Nous errâmes longtemps dans ce que nous comprenions être Apocrypha, la bibliothèque infinie du Prince daedra Hermaeus Mora. Nous avons découvert que cette “bibliothèque” possède deux facettes : l’une où la tourbe entre les incunables, brossée de la lueur d’un émeraude blême, regarde un ciel couvert de tâches d’encre ; l’autre, où ce même ciel pulse d’un pourpre agressif et se contracte comme pour penser, et à chaque impulsion de nouveaux tentacules percent le sol et s’entremêlent pour ressembler à des machines aux fonctions délirantes. Deux faces du filet de Son esprit.

Nous avons fini par trouver un hameau. Nous ne sommes pas les seuls à avoir été catalogués. Ici, les gens se nourrissent des histoires écrites sur les pages qui filent dans les airs et celles dans les tomes qui émergent de la boue. Ils lisent jusqu’à ce que leurs deux yeux se rejoignent. Moi, j’écris. J’écris ces lignes sur une page que j’ai trouvée qui, étrangement, n’avait pas de contenu. J’écris pour qu’ils lisent avant que leurs yeux ne se soient complètement joints. Parce qu’avant cela, il y a toujours un espoir que ces mots ne soient pas vrais. Avant de pouvoir voir, nous croyons encore, naïvement, que tout cela est un mensonge, que ce que raconte ces textes n’existe pas, et que cette page sous ma plume n’est qu’un apocryphe.

L’avis de la rédaction

L’avis de Nakalololo

Le point fort de ce Chapitre est sans conteste sa nouvelle classe. L’arcaniste est vraiment très différente des autres classes du jeu : on peut vraiment ressentir qu’il y a eu une grosse réflexion sur la façon dont de nouvelles choses pouvaient être apportées en manière de gameplay. Je me fais la réflexion à chaque nouvelle classe ajoutée au jeu que celle-ci paraît plus dynamique que les autres, mais pour l’arcaniste, c’est encore le niveau d’au-dessus. La gestion des points de combo rend les combats totalement différents. On ne se focalise plus uniquement sur les ressources, on cherche aussi les moments où il est judicieux de faire monter les points de combo, et les moments où on les relâche pour renforcer nos sorts. Je ne sais pas si la volonté d’absence de rotation prédéfinie résistera à la méta du jeu, mais pour ce que j’en ai vu, la tentative est prometteuse. Et le ressenti de la classe, avec ses effets visuels et son sound design, est génial ! On a l’impression de jouer à un shooter de science-fiction.
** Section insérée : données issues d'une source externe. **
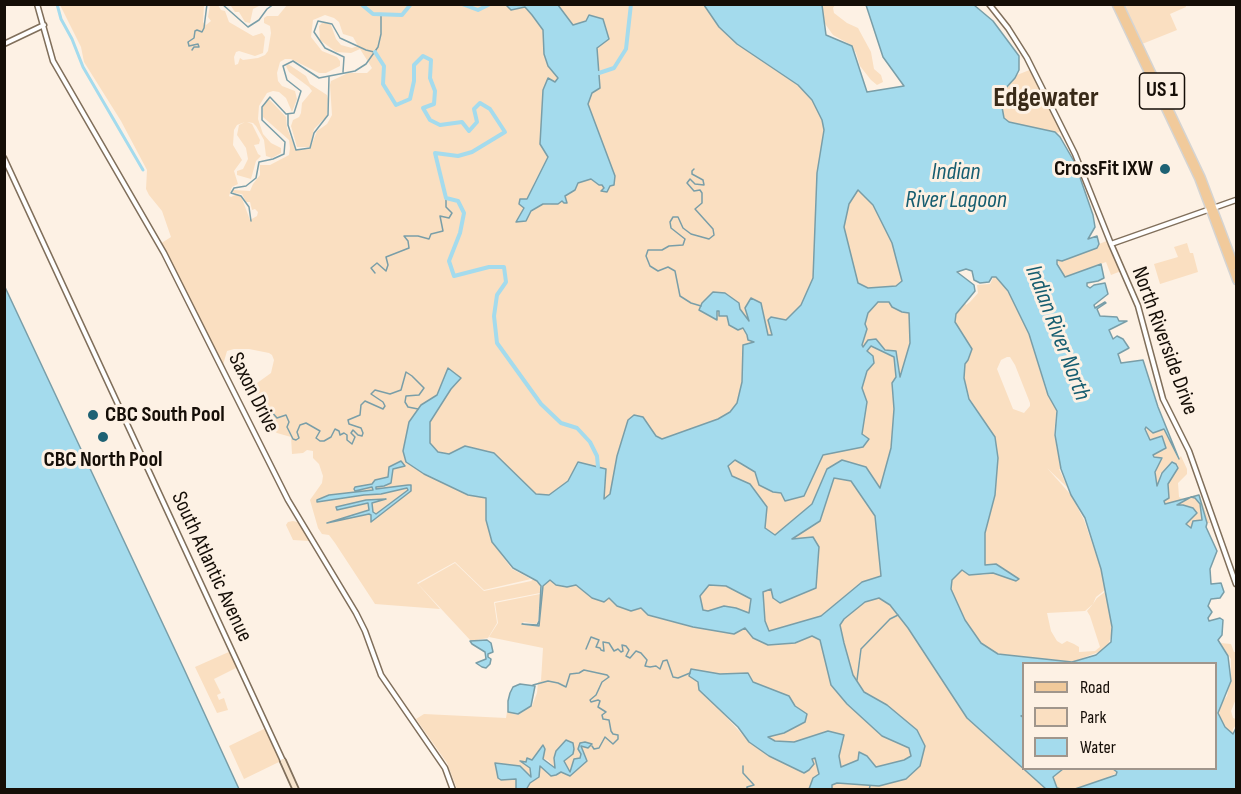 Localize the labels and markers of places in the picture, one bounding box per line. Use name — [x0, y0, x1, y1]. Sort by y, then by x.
place label: CrossFit IXW — [1054, 156, 1153, 182]
marker: CrossFit IXW — [1158, 162, 1172, 176]
place label: CBC South Pool — [105, 402, 225, 428]
marker: CBC South Pool — [86, 408, 100, 422]
marker: CBC North Pool — [96, 430, 110, 444]
place label: CBC North Pool — [43, 447, 163, 473]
Contrairement aux précédents Chapitres, celui-ci offre deux régions : la Péninsule Telvanni et Apocrypha. La Péninsule Telvanni est sans doute l’itération la plus réussie d’une région de Morrowind. L’atmosphère qui s’en dégage, les ambiance et les animations donne réellement à la zone une vie comme nous n’en avions pas en Vvardenfell ou dans les Éboulis ou Deshaan. C’est comme si nous voyons réellement Morrowind en mouvement, éclairée par des lumières qui ne l’avaient jusque-là que frôlée. La région manque peut-être cependant un peu de diversité, même si la variété des champignons qui y poussent parmi les formations rocheuses lui donne une identité unique. Cette diversité, c’est Apocrypha qui l’apportera.

Apocrypha est très réussie. On a tout de suite l’impression d’être transportés dans le DLC de Skyrim : Dragonborn. Les partis pris par ZeniMax Online Studios sont intéressants, notamment celui de porter l’idée des archives jusque dans le terrain, le parsemant des archives naturelles que sont les fossiles. Le plus grand de ces partis-pris, c’est de diviser la zone en deux pour en faire un côté ressemblant à ce que nous connaissions de Dragonborne, et un côté totalement différent représentant en quelque sorte l’esprit d’Hermaeus Mora ou teintes violacées. Une autre liberté prise pour le domaine du dieu de la connaissance est la présence d’un village en sein. Il est surprenant de voir des maisons au milieu de cette étrangeté, quand bien même siègent-elle sur des tomes empilés. Mais il faut bien que ceux qui se perdent dans ce royaume aient un endroit pour se regrouper. Et bien sûr, une zone de MMO a besoin d’un hub : le genre à ces limitations et ses codes. Il y a donc une belle diversité de biomes dans ce Chapitre, mais il faudra se perdre en Oblivion pour la trouver.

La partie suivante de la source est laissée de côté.